Pulling a Jewish All-Nighter
The Night Time is the Right Time…for Learning
By Esther Kustanowitz
What would you stay up all night for? To be the first to see Disneyland’s new Galaxy’s Edge Star Wars attraction? To check in for your upcoming flight so you can avoid getting stuck in a middle seat? To make sure you don’t sleep through your alarm and miss that early meeting? What about to learn Torah on the Jewish holiday of Shavuot?
Turns out, there ain’t no party like a Shavuot party because a Shavuot party goes ALL NIGHT. (And usually serves cheesecake and coffee, so that’s always a PAR-TAY.) Every year, many Jews participate in an all-night Torah party called Tikkun Leil Shavuot, a chance to study whatever their community defines as “Torah,” in anticipation of Shavuot, which celebrates Matan Torah, the giving of the Torah.

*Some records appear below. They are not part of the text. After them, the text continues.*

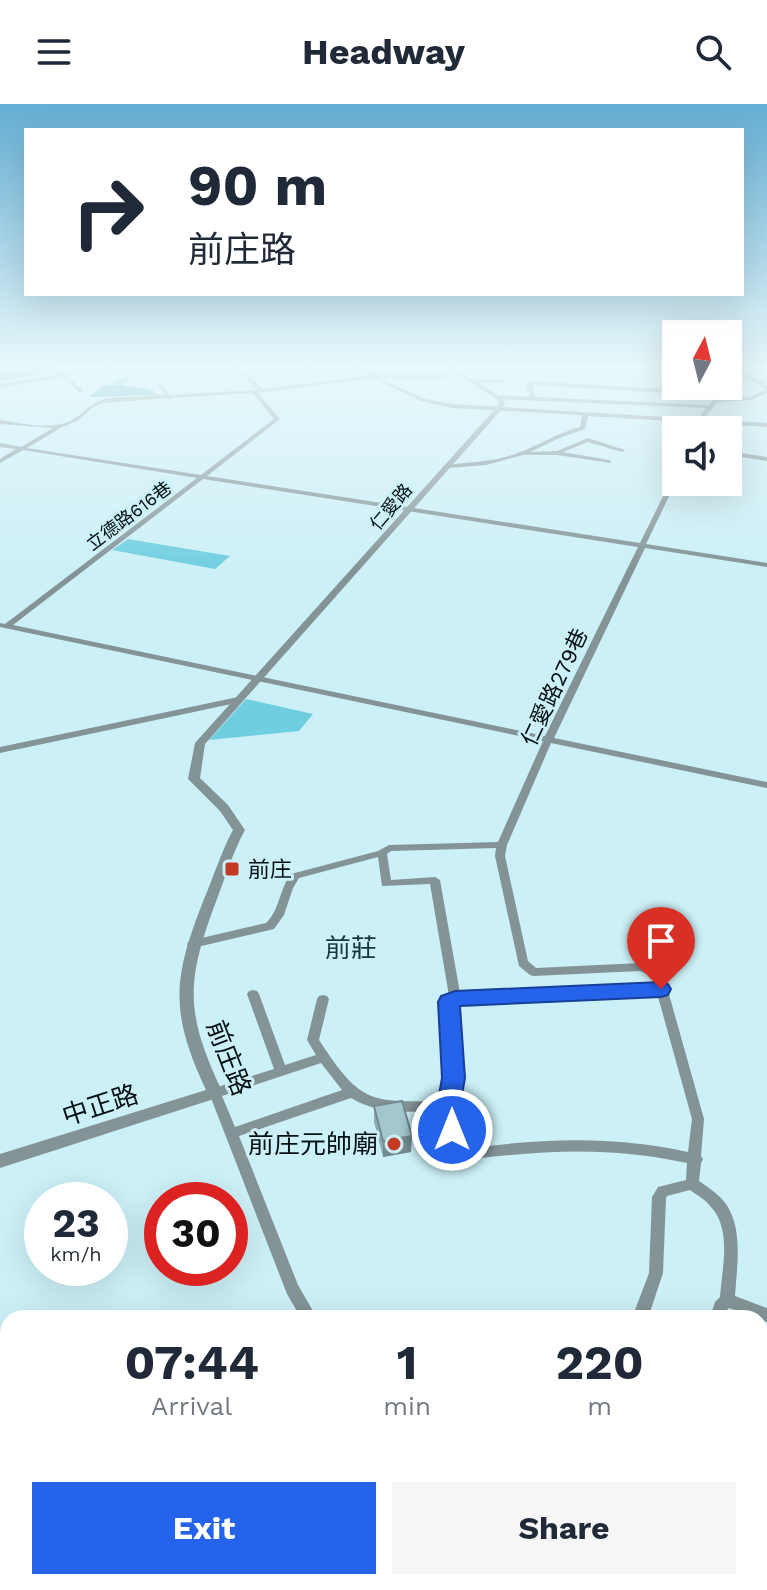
<!DOCTYPE html>
<meta charset="utf-8">
<style>
body{margin:0;font-family:"Work Sans","Noto Sans TC",sans-serif;background:#f6f6f7;color:#1f2937;height:100vh;display:flex;flex-direction:column;font-size:30px;white-space:nowrap}
*{box-sizing:border-box;margin:0}
p{font-size:26px;color:#747a83}
.icon{flex:none;width:44px;height:44px;fill:none;stroke:currentColor;stroke-width:2;stroke-linecap:round;stroke-linejoin:round}
.map{position:relative;flex:1;overflow:hidden}
.panel{position:absolute;left:0px;top:1206px;width:768px;height:280px;display:flex;flex-direction:column;background:#fff;border-radius:24px 24px 0 0;box-shadow:0 8px 32px #0002}
.panel>*{flex:none}
.banner{position:absolute;left:24px;top:24px;width:720px;height:168px;border-radius:0px;box-shadow:0 8px 32px #0002;background:#fff;color:#1f2937;overflow:hidden}
.needle{width:52px;rotate:7deg}
.controls{position:absolute;left:662px;top:216px;display:grid;gap:16px}
.controls a{display:grid;place-items:center;width:80px;height:80px;border-radius:0px;background:#fff;box-shadow:0 8px 32px #0002;font-size:40px}
.speed{position:absolute;left:24px;top:1078px;display:flex;gap:16px;font-size:40px;font-weight:700;text-align:center}
.speed>*{display:grid;place-content:center;width:104px;height:104px;border-radius:50%;background:#fff;box-shadow:0 8px 32px #0002;line-height:1}
.speed small{font-size:20px;font-weight:400}
.speed .limit{border:12px solid #d22;background:#fff;color:#111}
.pin{position:absolute;display:grid;place-items:center;width:68px;height:68px;color:#fff;margin:-82px -34px;border-radius:50% 50% 50% 0;rotate:-45deg;box-shadow:0 0 8px #0007}
.pin .icon{rotate:45deg}
.me{position:absolute;width:88px;margin:-44px;rotate:0deg;stroke-linejoin:round;filter:drop-shadow(0 0 6px #0008)}
.turn{display:flex;align-items:center;gap:28px;height:168px;padding:0 32px;font-size:36px}
.turn .icon{width:104px;height:104px;stroke-width:2.5}
.turn b{display:block;font-size:56px;line-height:68px}
.eta{display:flex;justify-content:space-evenly;align-items:center;height:136px;text-align:center}
.eta b{font-size:48px;font-weight:700;line-height:56px}
.action{display:flex;gap:16px;margin-top:auto;padding:16px 32px}
.action a{flex:1;height:92px;border-radius:0px;background:#2563eb;color:#fff;font-size:32px;font-weight:700;line-height:92px;text-align:center}
.action a+a{background:#f6f6f7;color:#1f2937}
header{display:flex;justify-content:space-between;align-items:center;height:104px;padding:0 32px;background:#fff;font-size:36px;font-weight:700}
.map>svg:first-child{display:block}
</style>
<header><svg class="icon" aria-label="menu" viewBox="0 0 24 24"><path d="M4 6h16M4 12h16M4 18h16"/></svg>Headway<svg class="icon" aria-label="search" viewBox="0 0 24 24"><circle cx="10" cy="10" r="6"/><path d="M15 15l6 6"/></svg></header>
<div class="map">
<svg width="767" height="1486" viewBox="0 0 767 1486">
<rect width="100%" height="100%" fill="#ccf0f7"/>
<!-- green -->
<path fill="#6fcee0" d="M128,435L230,452L215,465L112,446Z
M246,595L313,610L299,627L209,636Z"/>
<!-- water -->
<path fill="#3ea4b6" d="M123,273L132,275L122,281L149,285L158,291L89,293L103,281H121L111,279Z"/>
<g fill="none" stroke-linecap="round" stroke-linejoin="round">
<!-- minor -->
<path fill="#849396" fill-rule="evenodd" d="M50,260H55L65,270L122,260H133L67,272L82,286L80,289L63,273L0,284V280L60,270Z
M231,260H236L263,285L368,272L344,260H350L370,269L362,260H385L369,263L375,270V271H420L416,260H420L425,271H443L453,266L457,267L444,274H379L425,295L452,300L698,315L706,304L497,295L494,293L497,291L530,293L526,279L529,277L700,287L703,289L700,291L532,281L535,293L709,301L713,296L750,293L767,285V289L751,296L717,298L703,316L767,319V323L588,312L585,325L562,333L530,348L557,347L588,334L625,346L622,348L588,338L563,348L609,356L611,357V359L557,351H523L486,361L448,364L445,362L446,361C469,358 493,358 515,350C538,342 557,329 580,323L582,311L452,304L421,297L373,274L258,289L280,315L207,372L640,439L673,372L676,370V378L646,440L767,459V463L645,444L554,634L767,678V684L551,639L507,741L505,752L528,857L536,864L641,859L661,866L663,869L704,1015L701,1052L703,1055L701,1059L699,1077C706,1082 714,1087 720,1093C745,1118 737,1160 735,1192L767,1204V1218L760,1216V1214H756L729,1204L727,1206L726,1214H710L715,1198L720,1193C722,1165 732,1125 711,1103C706,1096 697,1091 690,1086L667,1092L666,1094L663,1169L648,1214H632L649,1169L652,1093L658,1083L686,1076L687,1059C605,1041 538,1047 455,1057L450,1055L448,1051L443,1007C411,1008 379,1011 351,994L239,1032L298,1181L317,1214H301L287,1190L209,989L211,985L274,965L247,890L249,887L253,886L257,887L259,890L285,961L316,951L307,936L317,895L319,892L323,891L327,892L329,895L319,936C361,1000 369,998 443,997L447,974L442,904L445,895L449,892L430,780L382,782L378,753L299,774L293,784L284,811L274,825L193,844L189,843L187,840L189,837L193,836L266,819C280,806 279,785 291,770L378,747L389,741L498,738L543,637L0,523V519L5,520L197,374L23,346L0,359V355L16,345L0,343V339L21,343L53,324L0,320V316C22,319 49,327 70,317C86,309 87,300 108,294L165,291L158,282L161,280L170,291L258,286ZM253,289L274,315L201,371L27,344L62,323L77,317L92,304L103,299L167,294L170,296L172,294ZM203,375L638,443L545,632L13,521ZM496,744L495,752L519,862L530,871L534,872L640,867L652,872L655,881L460,889L440,776L435,773L391,776L387,750L391,747ZM657,889L692,1015L688,1048C608,1031 542,1035 461,1045L455,1002L459,974L454,900L457,898ZM321,959L342,986L235,1023L222,992Z
M300,260H306L314,266L310,267Z
M616,260H620L621,272L617,271Z
M739,260H743L740,268L738,269L736,268Z
M470,275H502L505,277L502,279L468,278Z
M728,347L767,353V357L728,351Z
M238,593L242,596L241,598L0,649V643Z
M8,1289V1305L0,1308V1292Z
M520,1478H538L539,1486H521Z
M540,1478H561L565,1486H544Z
M663,1478H681V1486H663Z"/>
<!-- tertiary -->
<path fill="#849396" fill-rule="evenodd" d="M447,260H453L455,264L501,293L505,299L502,305L205,640L200,674L228,701L245,726C233,748 226,771 217,795C186,877 184,908 223,989L220,993L0,1064V1050L206,986C169,907 173,874 204,795C214,772 221,748 233,726L220,707L188,675L195,639L496,304L499,299L497,295L450,266Z
M651,260H676V264L654,262Z
M728,265L750,271L767,281V286L746,273L728,269Z"/>
</g>
<!-- wall -->
<path fill="#8dabb1" d="M374,1002L411,1048L383,1053L374,1018Z"/>
<!-- shaded-wall -->
<path fill="#738b90" d="M35,260H50L51,268L0,277V266Z
M412,1032L411,1048L383,1053V1037Z"/>
<!-- building -->
<path fill="#a4c7ce" stroke="#738b90" stroke-width="2" d="M0,260H35L0,266Z
M402,997L412,1032L383,1037L374,1002Z"/>
<!-- sky -->
<linearGradient id="sky" x2="0" y2="1"><stop stop-color="#64aed4"/><stop offset="0.56" stop-color="#e8f8fb"/><stop offset="1" stop-color="#e8f8fb" stop-opacity="0"/></linearGradient>
<rect width="767" height="468" fill="url(#sky)"/>
<!-- route -->
<path fill="#2563eb" stroke="#184099" stroke-width="2" d="M661,878L668,880L671,885L668,891L661,893L460,902L465,974L460,1002L464,1026L460,1033L452,1036L444,1033L437,1002L442,974L438,898L441,892L455,887Z"/>
<!-- markers -->
<g fill="#c63a24" stroke="#ccf0f7" stroke-width="3">
<rect x="224" y="757" width="16" height="16" rx="4"/>
<circle cx="394" cy="1040" r="8"/>
</g>
<g text-anchor="middle" stroke-width="6" stroke-linejoin="round" paint-order="stroke">
<!-- far-street labels -->
<g font-size="18" fill="#051013" stroke="#ccf0f7">
<text transform="translate(391 403) rotate(-50)" y="6">仁愛路</text>
<text transform="translate(129 412) rotate(-37)" y="6">立德路616巷</text>
</g>
<!-- street labels -->
<g font-size="22" fill="#051013" stroke="#ccf0f7">
<text transform="translate(554 583) rotate(-65)" y="8">仁愛路279巷</text>
</g>
<!-- poi labels -->
<g font-size="22" fill="#051013" stroke="#ccf0f7" text-anchor="start">
<text x="248" y="773">前庄</text>
</g>
<!-- quarter labels -->
<g font-size="26" fill="#17363c" stroke="#ccf0f7">
<text x="351" y="853">前莊</text>
</g>
<!-- near-street labels -->
<g font-size="26" fill="#051013" stroke="#ccf0f7">
<text transform="translate(229 954) rotate(69)" y="9">前庄路</text>
<text transform="translate(100 1001) rotate(-18)" y="9">中正路</text>
</g>
<!-- near-poi labels -->
<g font-size="26" fill="#051013" stroke="#ccf0f7" text-anchor="end">
<text x="378" y="1049">前庄元帥廟</text>
</g>
</g>
</svg>
<div class="controls">
<a><svg class="needle" viewBox="-14 -14 28 28"><path d="M0-13l5 13h-10z" fill="#e53935"/><path d="M0 13l5-13h-10z" fill="#747a83"/></svg></a>
<a><svg class="icon" aria-label="sound" viewBox="0 0 24 24"><path d="M4 9h4l5-4v14l-5-4H4zM17 9q2 3 0 6"/></svg></a>
</div>
<div class="speed"><div>23<small>km/h</small></div><div class="limit">30</div></div>
<div class="pin" style="left:661px;top:885px;background:#d93025"><svg class="icon" aria-label="arrive" viewBox="0 0 24 24"><path d="M6 21V4h12l-3 4 3 4H6"/></svg></div>
<svg class="me" style="left:452px;top:1026px" viewBox="-20 -20 40 40"><circle r="17" fill="#2563eb" stroke="#fff" stroke-width="3"/><path d="M0-11L8 9 0 5-8 9z" fill="#fff"/></svg>
<div class="banner">
<div class="turn"><svg class="icon" aria-label="right" viewBox="0 0 24 24"><path d="M7 20v-9h11M14 6l5 5-5 5"/></svg><div><b>90 m</b>前庄路</div></div>
</div>
<section class="panel">
<div class="eta">
<div><b>07:44</b><p>Arrival</p></div>
<div><b>1</b><p>min</p></div>
<div><b>220</b><p>m</p></div>
</div>
<div class="action"><a>Exit</a><a>Share</a></div>
</section>
</div>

Text study? Big-name presenters and highly-regarded teachers? Spoken word? Film criticism? Improv? A Tikkun Leil Shavuot may include any of these, all within the wider interpretation of “Torah study.” For instance, the program at “Stay the Night” at the JCC of Manhattan has everything from a joint lecture by a rabbi and an astrophysicist to salsa, modern dance and Broadway lessons. At Los Angeles’ Pico Shul, “Shavuot Night Live” will feature “stand-up Torah, fast-paced, 5-20 minute-classes on relevant and exciting topics” and runs all night. IKAR, also in Los Angeles, is hosting “The Big Reveal,” promising “a night of discovery through Torah, speakers, and alternative and experiential learning” that runs till 1:00am. Each community organization does Tikkun Leil Shavuot differently, but share one thing in common: to help people delve a little deeper, a little differently, into Torah study, and to feel part of a community that is doing the same.
Participating in a Tikkun Leil Shavuot near you can help expand your mind and stretch beyond your comfort zone. It’s a chance to go deep into Jewish learning, life, ritual and culture — the way a bar or bat mitzvah student does… but without worrying about your Torah portion. It’s an opportunity to join community and understand deeply that there are 10 commandments, but Jewish values and tradition are based on more than that: they depend on our understanding that there is a connection between all of us and that we are responsible for one another.
So, come as you are, and put yourself in the narrative. Do a “mini-Tikkun” with the members of your immediate family, or do a Google search/check your local Jewish news sources to find out what’s happening in the community.
A midrash reminds us that all the Jews stood at Sinai together, all the Jews who were or would ever be born (including those who converted to Judaism), to receive the Torah. So to celebrate Sinai, and Jewish tradition, go deep. Be in community, whether it’s with people in your home or at a synagogue or JCC. Connect. Renew your understanding that there are many ways to look at Jewish life, practice and tradition. And see if you can follow in the footsteps of those who party all night in celebration of the Torah!
Esther D. Kustanowitz is a writer, editor and consultant based in Los Angeles.